START Provided records
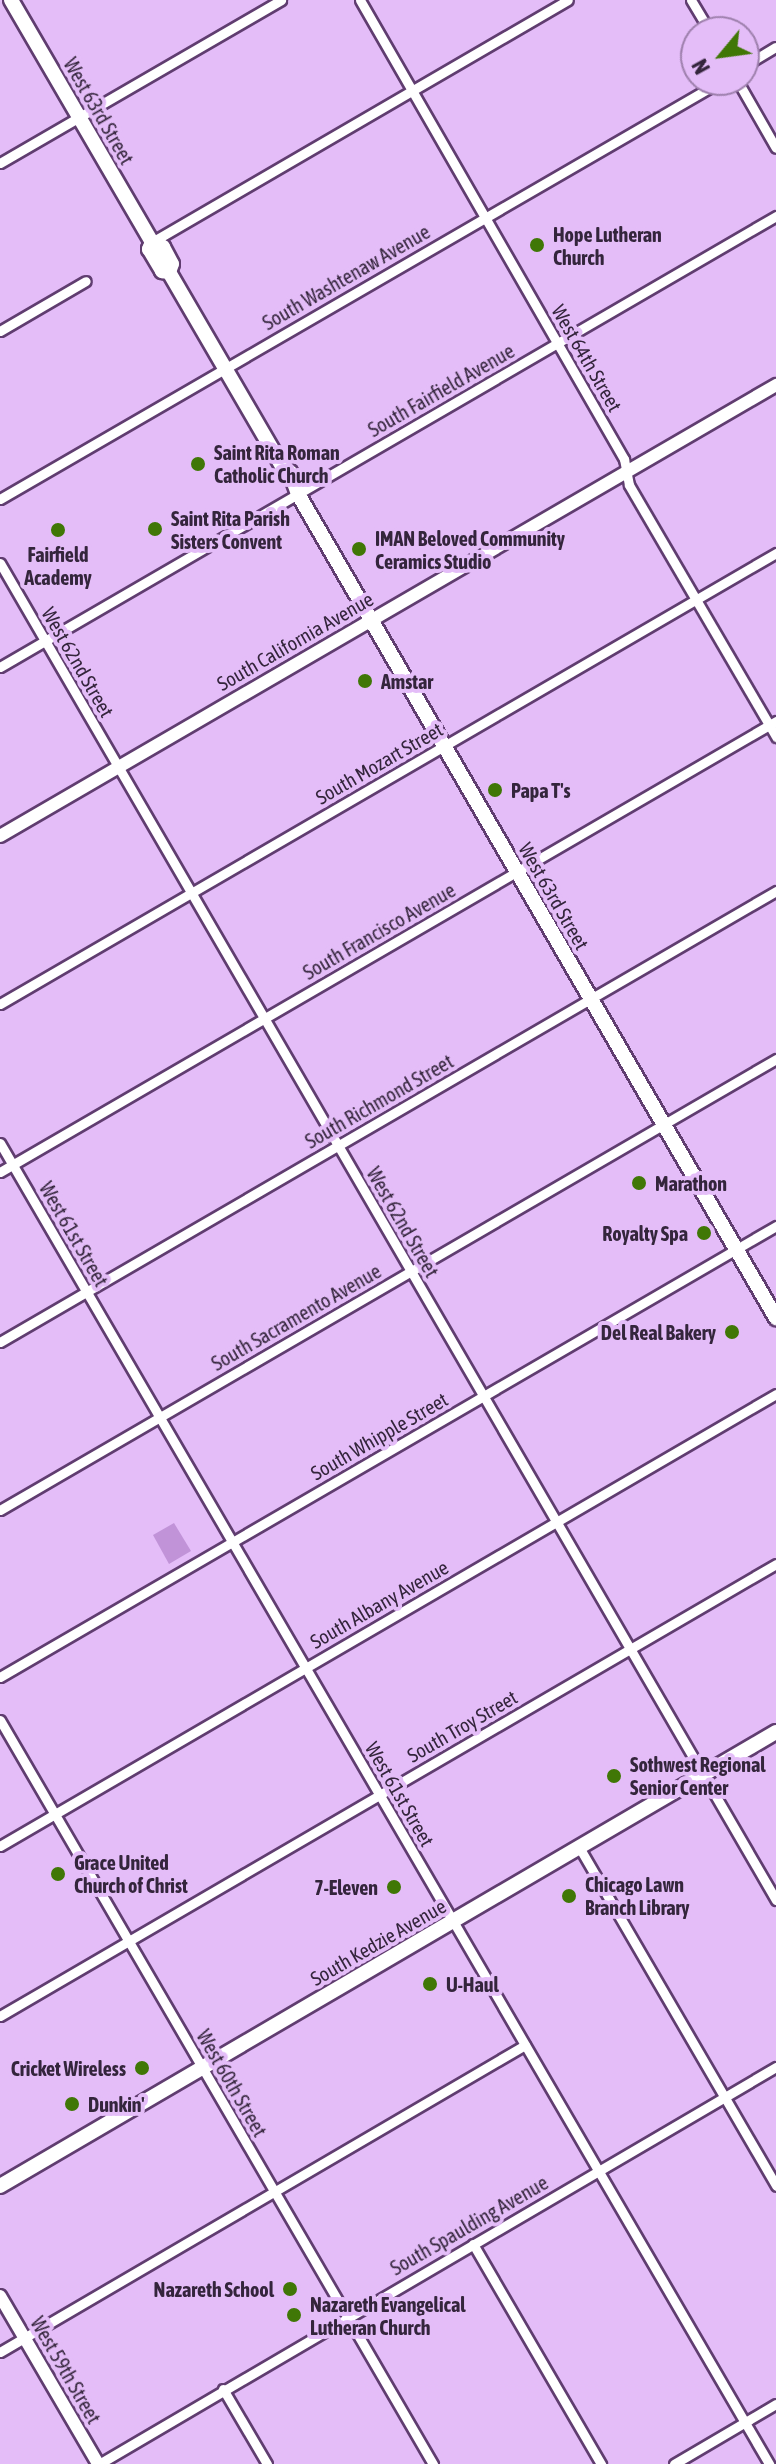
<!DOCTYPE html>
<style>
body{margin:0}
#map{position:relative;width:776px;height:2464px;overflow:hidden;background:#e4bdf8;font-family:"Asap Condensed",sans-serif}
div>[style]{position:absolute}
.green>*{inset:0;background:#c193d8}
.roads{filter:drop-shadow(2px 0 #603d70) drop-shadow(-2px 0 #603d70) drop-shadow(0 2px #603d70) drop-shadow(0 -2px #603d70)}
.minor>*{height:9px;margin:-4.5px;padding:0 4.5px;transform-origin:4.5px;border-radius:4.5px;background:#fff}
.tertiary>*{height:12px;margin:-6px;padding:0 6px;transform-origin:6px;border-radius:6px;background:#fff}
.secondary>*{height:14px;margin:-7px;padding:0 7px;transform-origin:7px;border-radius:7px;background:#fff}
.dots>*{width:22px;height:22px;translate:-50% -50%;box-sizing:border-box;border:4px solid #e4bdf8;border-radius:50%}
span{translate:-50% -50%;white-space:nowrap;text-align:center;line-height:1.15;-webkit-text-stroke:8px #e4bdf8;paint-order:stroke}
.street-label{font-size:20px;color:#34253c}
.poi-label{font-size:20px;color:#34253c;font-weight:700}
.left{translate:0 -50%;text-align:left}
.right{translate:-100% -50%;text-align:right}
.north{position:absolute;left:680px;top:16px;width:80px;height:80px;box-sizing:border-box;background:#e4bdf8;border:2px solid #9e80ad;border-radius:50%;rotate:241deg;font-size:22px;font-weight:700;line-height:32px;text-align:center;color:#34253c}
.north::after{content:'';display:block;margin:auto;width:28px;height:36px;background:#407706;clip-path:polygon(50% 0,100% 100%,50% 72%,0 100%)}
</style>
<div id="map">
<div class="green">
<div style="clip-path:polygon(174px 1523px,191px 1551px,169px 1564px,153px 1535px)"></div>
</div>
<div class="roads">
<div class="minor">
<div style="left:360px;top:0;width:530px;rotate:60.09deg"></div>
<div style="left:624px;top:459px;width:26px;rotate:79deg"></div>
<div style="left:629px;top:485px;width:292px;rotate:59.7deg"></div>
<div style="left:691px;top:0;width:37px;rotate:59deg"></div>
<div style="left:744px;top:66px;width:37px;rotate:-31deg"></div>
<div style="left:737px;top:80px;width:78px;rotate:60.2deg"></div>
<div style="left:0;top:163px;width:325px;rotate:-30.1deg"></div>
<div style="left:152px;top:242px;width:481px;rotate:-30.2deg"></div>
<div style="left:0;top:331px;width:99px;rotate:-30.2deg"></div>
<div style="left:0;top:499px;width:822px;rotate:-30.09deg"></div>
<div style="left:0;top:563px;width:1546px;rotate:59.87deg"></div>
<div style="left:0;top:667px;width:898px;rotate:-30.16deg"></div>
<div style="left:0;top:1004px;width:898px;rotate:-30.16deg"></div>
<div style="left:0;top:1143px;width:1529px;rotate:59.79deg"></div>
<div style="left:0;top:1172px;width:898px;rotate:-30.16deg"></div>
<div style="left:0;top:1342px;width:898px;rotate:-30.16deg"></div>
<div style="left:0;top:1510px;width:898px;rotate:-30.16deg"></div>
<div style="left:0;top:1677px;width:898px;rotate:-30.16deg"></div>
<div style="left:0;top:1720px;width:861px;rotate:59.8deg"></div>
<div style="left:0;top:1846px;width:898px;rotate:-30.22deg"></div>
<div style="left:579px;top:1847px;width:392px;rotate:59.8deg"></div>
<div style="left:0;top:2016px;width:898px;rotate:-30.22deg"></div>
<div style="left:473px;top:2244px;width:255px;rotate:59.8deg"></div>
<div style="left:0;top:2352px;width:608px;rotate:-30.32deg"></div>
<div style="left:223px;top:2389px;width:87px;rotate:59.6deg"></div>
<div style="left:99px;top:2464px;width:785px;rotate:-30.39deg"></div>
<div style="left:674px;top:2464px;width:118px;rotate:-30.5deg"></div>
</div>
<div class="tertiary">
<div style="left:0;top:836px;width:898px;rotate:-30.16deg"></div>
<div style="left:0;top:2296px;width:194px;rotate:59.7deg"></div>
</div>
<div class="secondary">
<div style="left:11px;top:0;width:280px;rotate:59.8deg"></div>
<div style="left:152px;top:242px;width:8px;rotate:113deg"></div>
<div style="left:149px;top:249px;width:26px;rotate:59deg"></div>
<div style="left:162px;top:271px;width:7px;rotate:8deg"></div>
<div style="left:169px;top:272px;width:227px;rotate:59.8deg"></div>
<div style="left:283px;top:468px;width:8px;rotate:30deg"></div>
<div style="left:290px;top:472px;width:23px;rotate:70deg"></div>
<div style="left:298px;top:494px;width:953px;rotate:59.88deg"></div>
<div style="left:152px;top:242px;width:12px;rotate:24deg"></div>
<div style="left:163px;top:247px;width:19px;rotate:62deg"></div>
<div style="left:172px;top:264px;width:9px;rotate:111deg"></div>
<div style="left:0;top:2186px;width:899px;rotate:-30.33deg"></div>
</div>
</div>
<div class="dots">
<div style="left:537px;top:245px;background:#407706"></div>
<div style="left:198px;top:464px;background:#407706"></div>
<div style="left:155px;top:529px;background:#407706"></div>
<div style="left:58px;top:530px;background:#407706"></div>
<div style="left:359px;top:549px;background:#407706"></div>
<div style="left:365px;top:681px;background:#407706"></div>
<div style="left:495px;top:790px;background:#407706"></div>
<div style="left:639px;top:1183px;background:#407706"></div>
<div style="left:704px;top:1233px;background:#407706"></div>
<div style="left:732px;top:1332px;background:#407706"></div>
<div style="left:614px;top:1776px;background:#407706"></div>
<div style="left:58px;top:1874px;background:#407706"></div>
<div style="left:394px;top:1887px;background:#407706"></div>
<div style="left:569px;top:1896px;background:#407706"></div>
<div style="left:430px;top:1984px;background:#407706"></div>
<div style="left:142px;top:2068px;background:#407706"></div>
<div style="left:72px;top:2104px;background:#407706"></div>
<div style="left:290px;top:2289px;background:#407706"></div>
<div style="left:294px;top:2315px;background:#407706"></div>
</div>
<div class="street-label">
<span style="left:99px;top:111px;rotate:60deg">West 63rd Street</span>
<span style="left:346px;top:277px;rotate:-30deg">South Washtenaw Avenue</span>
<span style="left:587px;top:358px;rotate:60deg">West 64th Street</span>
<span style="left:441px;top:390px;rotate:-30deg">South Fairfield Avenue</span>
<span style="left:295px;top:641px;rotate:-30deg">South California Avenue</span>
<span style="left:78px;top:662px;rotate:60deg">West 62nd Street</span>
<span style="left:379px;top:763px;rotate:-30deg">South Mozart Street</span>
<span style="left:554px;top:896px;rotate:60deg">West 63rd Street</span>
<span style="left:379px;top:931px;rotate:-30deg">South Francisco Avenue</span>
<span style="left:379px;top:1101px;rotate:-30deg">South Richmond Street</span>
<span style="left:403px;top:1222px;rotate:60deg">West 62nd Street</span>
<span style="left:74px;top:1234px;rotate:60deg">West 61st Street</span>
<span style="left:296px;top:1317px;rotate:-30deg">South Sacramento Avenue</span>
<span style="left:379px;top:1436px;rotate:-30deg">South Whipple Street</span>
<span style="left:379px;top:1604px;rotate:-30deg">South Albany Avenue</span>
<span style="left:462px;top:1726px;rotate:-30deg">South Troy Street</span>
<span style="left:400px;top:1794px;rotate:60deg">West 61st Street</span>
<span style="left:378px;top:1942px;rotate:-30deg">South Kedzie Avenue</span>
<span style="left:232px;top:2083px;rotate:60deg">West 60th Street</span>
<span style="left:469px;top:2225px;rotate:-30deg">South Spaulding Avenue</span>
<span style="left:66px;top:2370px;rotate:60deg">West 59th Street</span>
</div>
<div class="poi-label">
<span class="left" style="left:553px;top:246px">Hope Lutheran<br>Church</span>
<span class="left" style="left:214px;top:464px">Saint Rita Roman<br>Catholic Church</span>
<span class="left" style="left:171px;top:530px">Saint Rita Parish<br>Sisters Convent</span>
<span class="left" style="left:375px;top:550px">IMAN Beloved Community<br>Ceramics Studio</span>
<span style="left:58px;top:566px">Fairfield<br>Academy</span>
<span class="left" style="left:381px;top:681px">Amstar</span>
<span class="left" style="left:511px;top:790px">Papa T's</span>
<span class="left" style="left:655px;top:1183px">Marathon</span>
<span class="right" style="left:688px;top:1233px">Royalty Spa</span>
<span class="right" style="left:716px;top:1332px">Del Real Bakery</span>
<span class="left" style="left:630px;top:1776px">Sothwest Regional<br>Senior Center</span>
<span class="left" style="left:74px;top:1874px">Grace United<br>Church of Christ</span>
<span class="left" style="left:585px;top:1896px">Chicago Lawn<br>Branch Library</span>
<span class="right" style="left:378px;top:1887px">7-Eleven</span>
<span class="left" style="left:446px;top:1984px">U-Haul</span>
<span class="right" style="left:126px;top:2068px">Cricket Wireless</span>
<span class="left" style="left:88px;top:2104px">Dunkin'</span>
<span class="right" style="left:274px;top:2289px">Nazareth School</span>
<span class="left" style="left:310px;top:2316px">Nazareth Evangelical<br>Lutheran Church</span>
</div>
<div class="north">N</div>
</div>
END Provided records
* [Exercise prompt]: Among the lines of the records above, count those containing the word "Fairfield", then give the number by itself.

* [Output of the task]: 2